With each new year comes new promises from elected officials. On the state level, both newly-elected and re-elected governors have outlined their vision for their states for the coming year in inaugural and “state of the state” speeches.

This past election cycle, school choice expansion and improvements to the quality of the American education system were popular anchors as candidates fought for governor’s mansions across the country. Because education policy is a decentralized system, state and local governments play a critical role in shaping the educational experience and opportunities that children receive. 

In their first addresses since being elected, many governors highlighted their state’s plans to deliver on campaign promises to expand education freedom. As National School Choice Week closes out, let’s take a moment to recognize some governors who did just that.

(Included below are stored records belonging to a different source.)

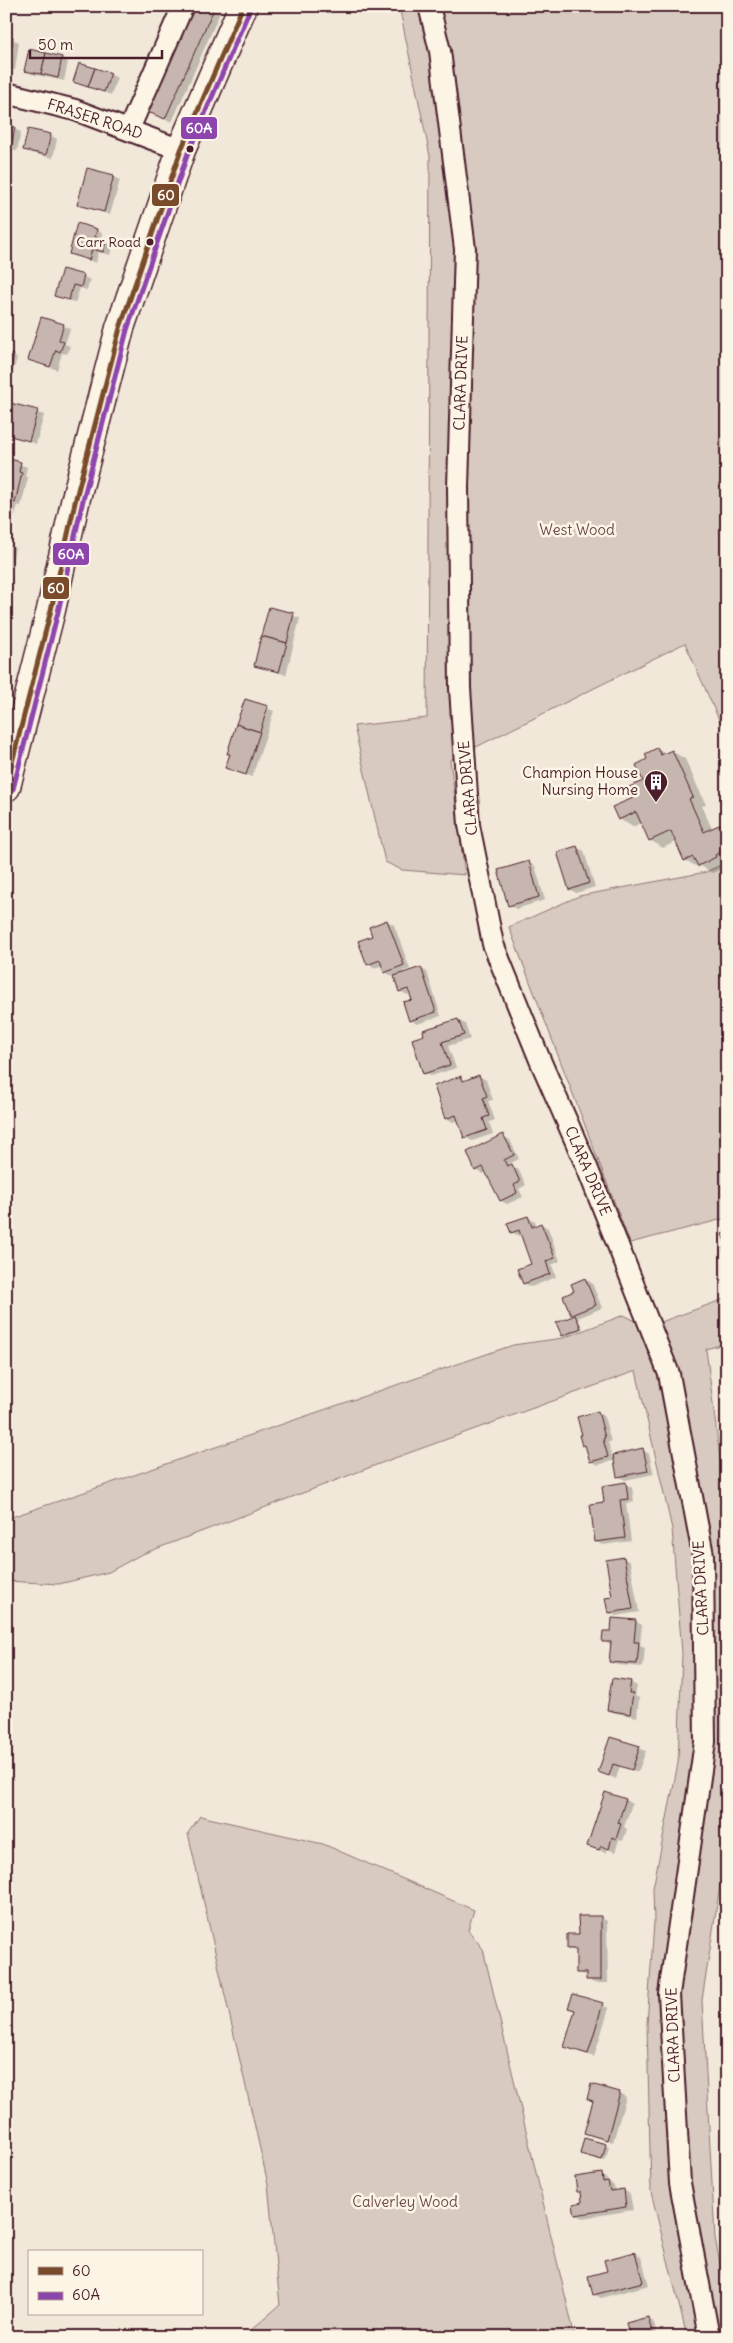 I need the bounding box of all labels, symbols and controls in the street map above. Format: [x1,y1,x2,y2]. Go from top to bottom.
scale bar [30,28,162,60]
text: 50 m [38,35,73,54]
street label: FRASER ROAD [45,94,145,143]
line badge: 60A [180,116,218,140]
text: 60A [186,119,212,137]
unlabelled marker [185,144,195,154]
line badge: 60 [151,183,180,207]
text: 60 [157,186,175,204]
place label: Carr Road [76,233,141,251]
marker: Carr Road [145,237,155,247]
street label: CLARA DRIVE [449,335,472,431]
park label: West Wood [539,520,615,539]
line badge: 60A [52,542,90,566]
text: 60A [58,545,84,563]
line badge: 60 [42,576,70,600]
text: 60 [47,579,65,597]
street label: CLARA DRIVE [454,740,481,836]
place label: Champion House Nursing Home [522,763,638,799]
building icon: Champion House Nursing Home [643,769,669,803]
street label: CLARA DRIVE [561,1123,616,1219]
street label: CLARA DRIVE [689,1540,712,1636]
street label: CLARA DRIVE [661,1987,684,2083]
park label: Calverley Wood [352,2192,458,2211]
legend [28,2250,202,2316]
text: 60 [72,2261,91,2280]
text: 60A [72,2285,101,2304]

Iowa Governor Kim Reynolds, who has served since 2017, has already delivered on promises made in her state address on January 10 where she announced a “comprehensive education reform package” for her state.

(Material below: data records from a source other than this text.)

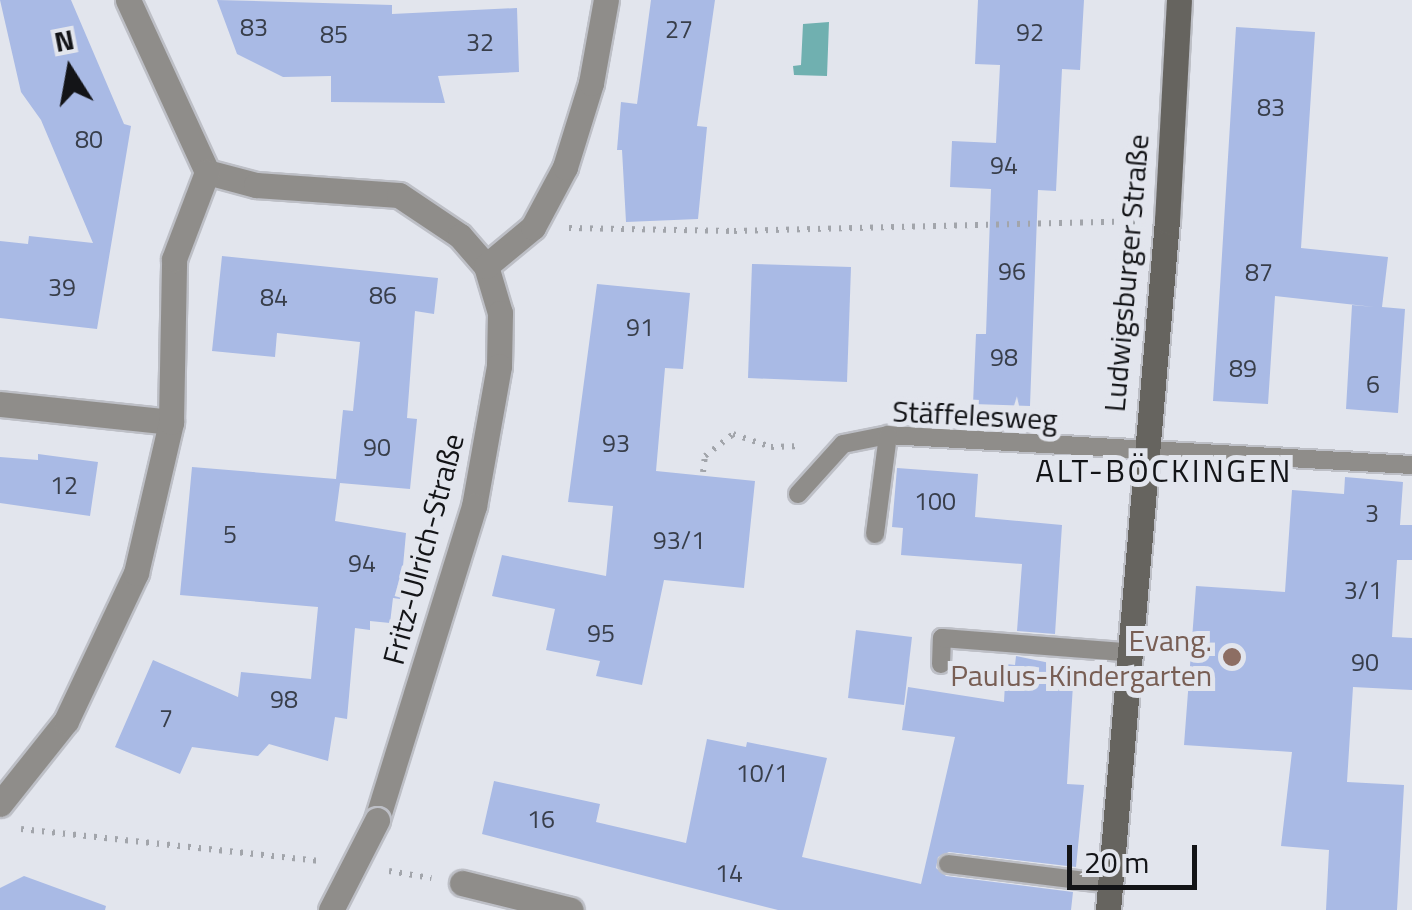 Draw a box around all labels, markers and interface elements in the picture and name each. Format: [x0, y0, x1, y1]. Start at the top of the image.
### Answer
house number: 83 [240, 12, 268, 42]
house number: 27 [665, 14, 693, 44]
text: N [51, 17, 78, 63]
house number: 92 [1016, 17, 1044, 47]
house number: 85 [320, 19, 348, 49]
north arrow [20, 20, 120, 120]
house number: 32 [466, 27, 494, 57]
house number: 83 [1257, 92, 1285, 122]
house number: 80 [75, 124, 103, 154]
street label: Ludwigsburger Straße [1096, 133, 1156, 413]
house number: 94 [990, 150, 1018, 180]
house number: 96 [998, 256, 1026, 286]
house number: 87 [1245, 257, 1273, 287]
house number: 39 [48, 272, 76, 302]
house number: 86 [369, 280, 397, 310]
house number: 84 [260, 282, 288, 312]
house number: 91 [626, 312, 654, 342]
house number: 98 [990, 342, 1018, 372]
house number: 89 [1229, 353, 1257, 383]
house number: 6 [1366, 369, 1380, 399]
street label: Stäffelesweg [891, 393, 1059, 437]
house number: 93 [602, 428, 630, 458]
street label: Fritz-Ulrich-Straße [375, 430, 471, 668]
house number: 90 [363, 432, 391, 462]
district label: ALT-BÖCKINGEN [1035, 451, 1293, 489]
house number: 12 [50, 470, 78, 500]
house number: 100 [914, 486, 956, 516]
house number: 3 [1365, 498, 1379, 528]
house number: 5 [223, 519, 237, 549]
house number: 93/1 [653, 525, 705, 555]
house number: 94 [348, 548, 376, 578]
house number: 3/1 [1344, 575, 1382, 605]
house number: 95 [587, 618, 615, 648]
place label: Evang. Paulus-Kindergarten [950, 622, 1212, 692]
marker: Evang. Paulus-Kindergarten [1221, 646, 1243, 668]
house number: 90 [1351, 647, 1379, 677]
house number: 98 [270, 684, 298, 714]
house number: 7 [159, 703, 173, 733]
house number: 10/1 [736, 758, 788, 788]
house number: 16 [527, 804, 555, 834]
scale bar [1072, 825, 1202, 887]
text: 20 m [1084, 839, 1149, 885]
house number: 14 [715, 858, 743, 888]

The program establishes education savings accounts for each child in Iowa totaling $7,598 per child, matching what the state pays per pupil for public school students. In her speech, Reynolds applauded public schools, but emphasized that the purpose of her plan was to expand choice for Iowa families:

We have incredible public schools filled with amazing, dedicated teachers. My daughter is one of them.

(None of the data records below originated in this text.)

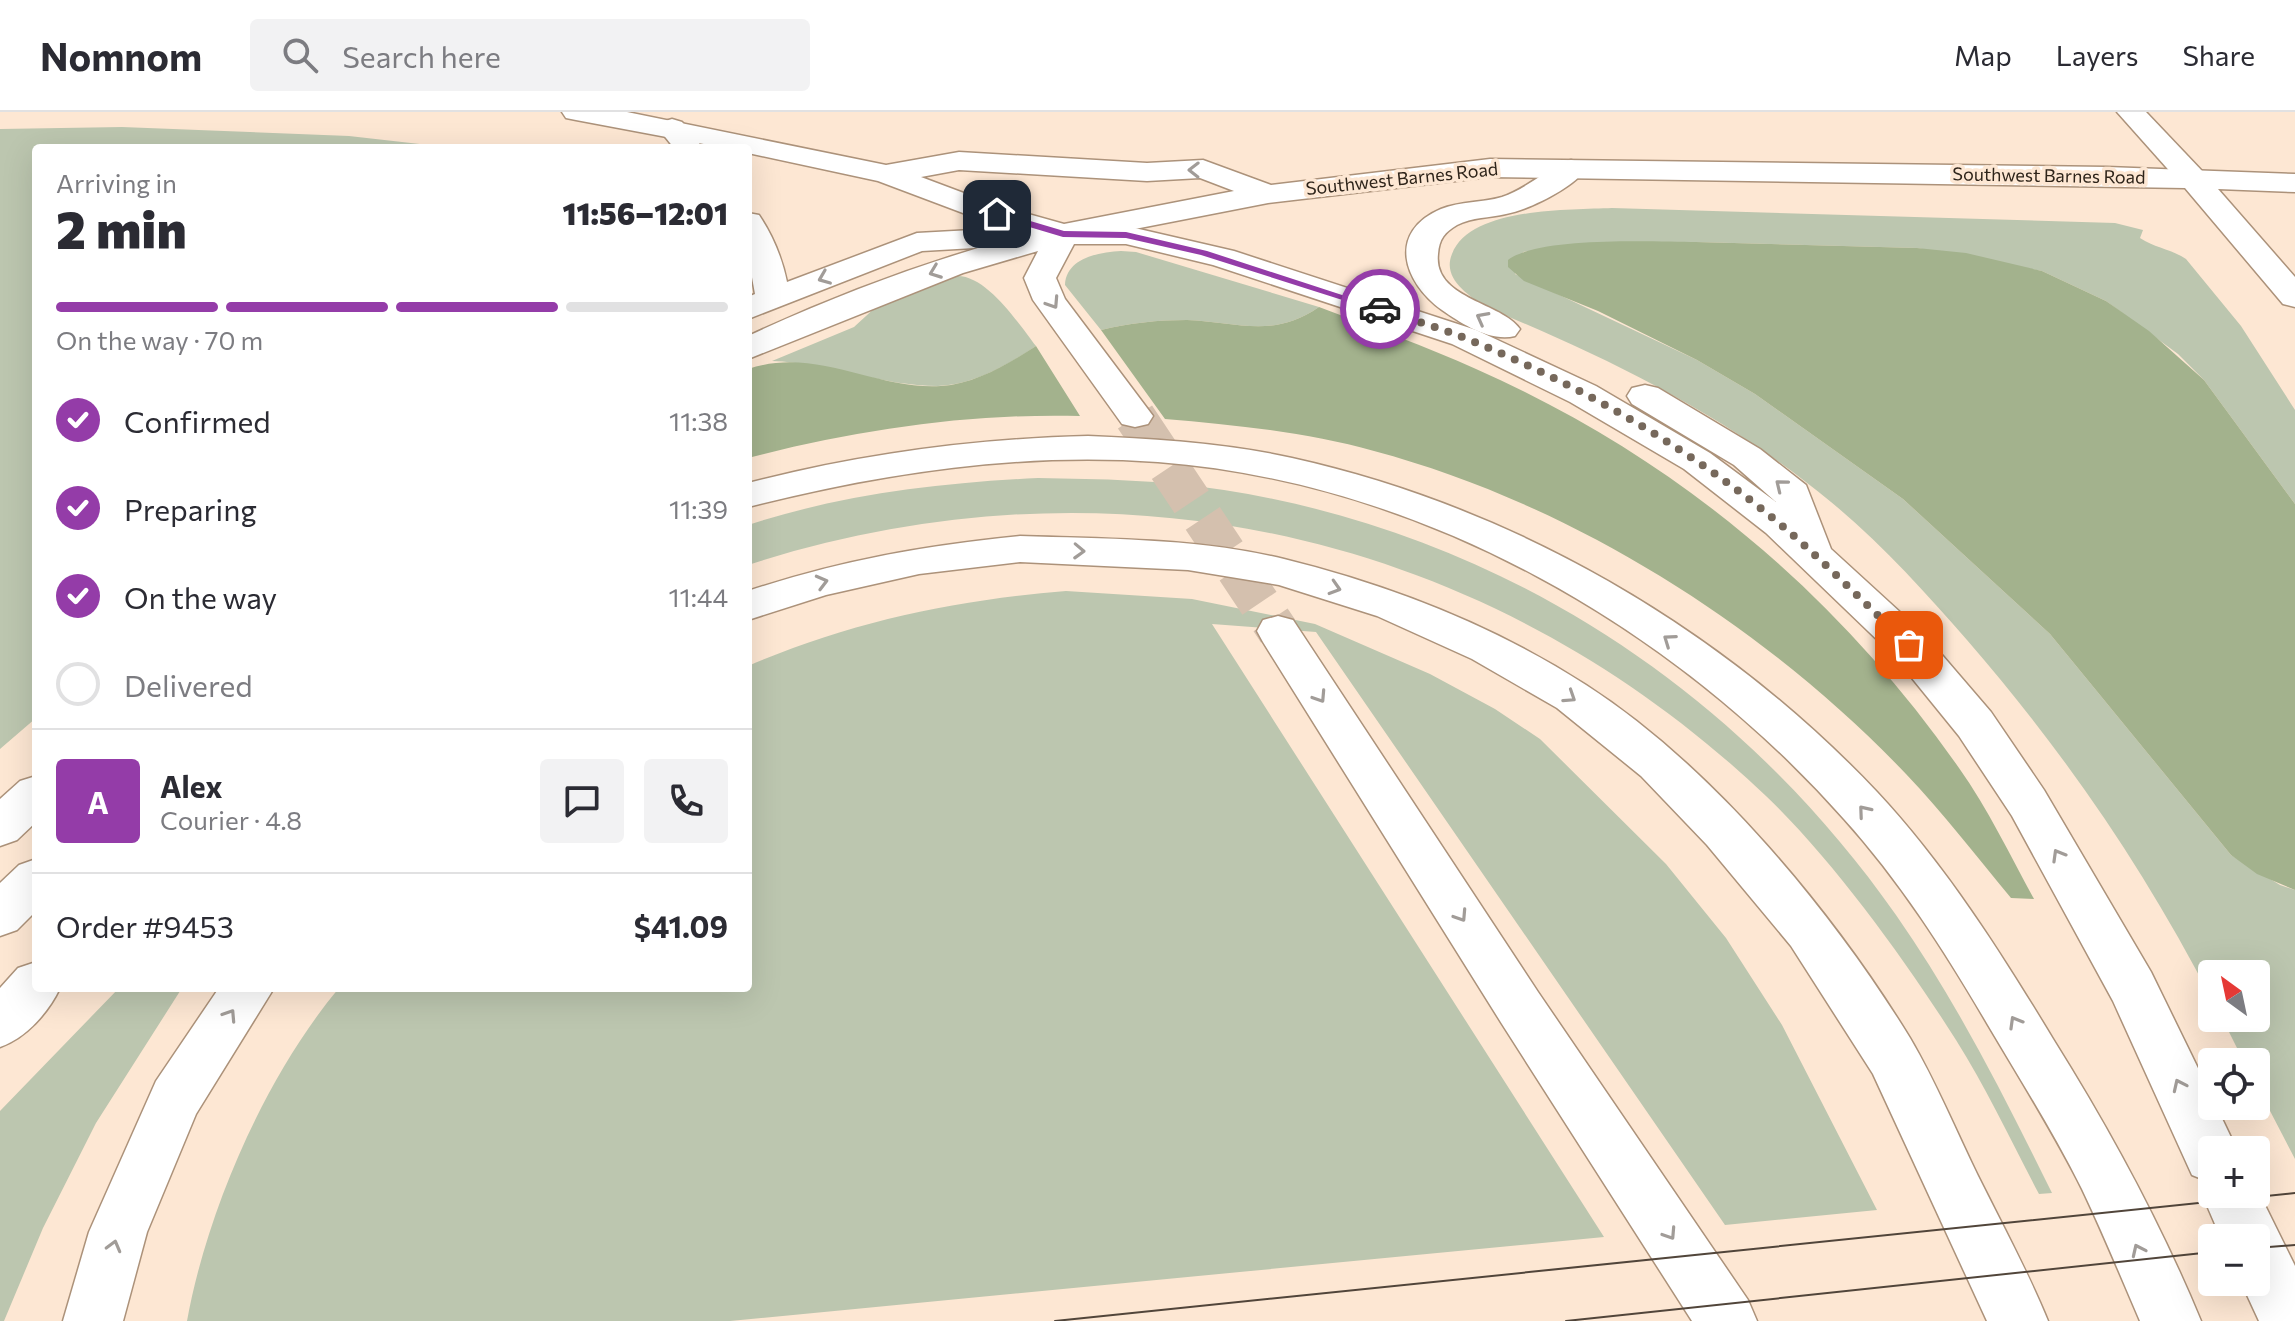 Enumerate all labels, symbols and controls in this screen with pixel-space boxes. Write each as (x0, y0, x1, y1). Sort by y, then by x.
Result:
search box (250, 19, 810, 91)
text: Nomnom (40, 32, 202, 79)
icon: search (278, 33, 322, 77)
text: Search here (342, 37, 501, 74)
text: Map (1954, 38, 2012, 72)
text: Layers (2056, 38, 2138, 72)
text: Share (2182, 38, 2255, 72)
street label: Southwest Barnes Road (1305, 157, 1499, 199)
one-way arrow (1188, 162, 1200, 179)
street label: Southwest Barnes Road (1952, 162, 2146, 188)
text: Arriving in (56, 167, 177, 198)
pin (963, 180, 1031, 248)
icon: home (975, 192, 1019, 236)
text: 11:56–12:01 (563, 194, 728, 231)
text: 2 min (56, 196, 187, 260)
one-way arrow (929, 262, 943, 279)
one-way arrow (818, 268, 832, 285)
courier (1340, 269, 1420, 349)
icon: car (1358, 287, 1402, 331)
one-way arrow (1044, 294, 1059, 309)
one-way arrow (1476, 313, 1490, 328)
text: On the way · 70 m (56, 324, 263, 355)
icon: check (56, 398, 100, 442)
text: Confirmed (124, 402, 271, 439)
text: 11:38 (669, 405, 728, 436)
one-way arrow (1776, 480, 1791, 495)
icon: check (56, 486, 100, 530)
text: Preparing (124, 490, 257, 527)
text: 11:39 (669, 493, 728, 524)
one-way arrow (1073, 543, 1086, 560)
icon: check (56, 574, 100, 618)
one-way arrow (815, 574, 829, 591)
text: On the way (124, 578, 277, 615)
one-way arrow (1328, 579, 1342, 595)
text: 11:44 (668, 581, 728, 612)
pin (1875, 611, 1943, 679)
icon: bag (1887, 623, 1931, 667)
one-way arrow (1663, 635, 1677, 650)
text: Delivered (124, 666, 253, 703)
one-way arrow (1561, 687, 1576, 702)
one-way arrow (1311, 688, 1326, 703)
button: chat (540, 759, 624, 843)
button: phone (644, 759, 728, 843)
text: Alex (160, 767, 223, 804)
text: A (87, 783, 109, 820)
text: Courier · 4.8 (160, 804, 302, 835)
one-way arrow (1859, 805, 1874, 820)
one-way arrow (2052, 850, 2068, 864)
text: Order #9453 (56, 907, 234, 944)
text: $41.09 (634, 907, 728, 944)
one-way arrow (1451, 907, 1466, 921)
north arrow (2198, 960, 2270, 1032)
map controls (2198, 960, 2270, 1296)
one-way arrow (221, 1009, 236, 1023)
one-way arrow (2009, 1016, 2025, 1031)
button: locate (2198, 1048, 2270, 1120)
one-way arrow (2173, 1079, 2189, 1094)
button: + (2198, 1136, 2270, 1208)
button: − (2198, 1224, 2270, 1296)
one-way arrow (1660, 1226, 1675, 1240)
one-way arrow (105, 1239, 121, 1253)
one-way arrow (2132, 1244, 2148, 1259)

But every child is an individual who deserves an education tailored to their unique needs, and parents are in the best position to identify the right environment.

Some families may want an education that conforms to their faith and moral convictions; some kids may have ambitions and abilities that require a unique educational setting; others may experience bullying or have special needs.

Regardless of the reason, every parent should have a choice of where to send their child—and that choice shouldn’t be limited to families who can afford it.

Iowa, like Arizona and Florida before it, has become an exemplary model of education freedom for the rest of the country. Other state leaders are taking smaller steps to offer their youngest citizens similar opportunities. 

Idaho Governor Brad Little addressed the people of his state with a particular focus on his “Idaho First” plan, which makes the Empowering Parents grant program a permanent fixture in the state. The program allows eligible families to receive up to $3,000 of assistance to be used towards a variety of products in the educational marketplace, including “computers and technology, internet access, instructional materials, tutoring services, and educational services and therapies through approved vendors in the Empowering Parents online marketplace.”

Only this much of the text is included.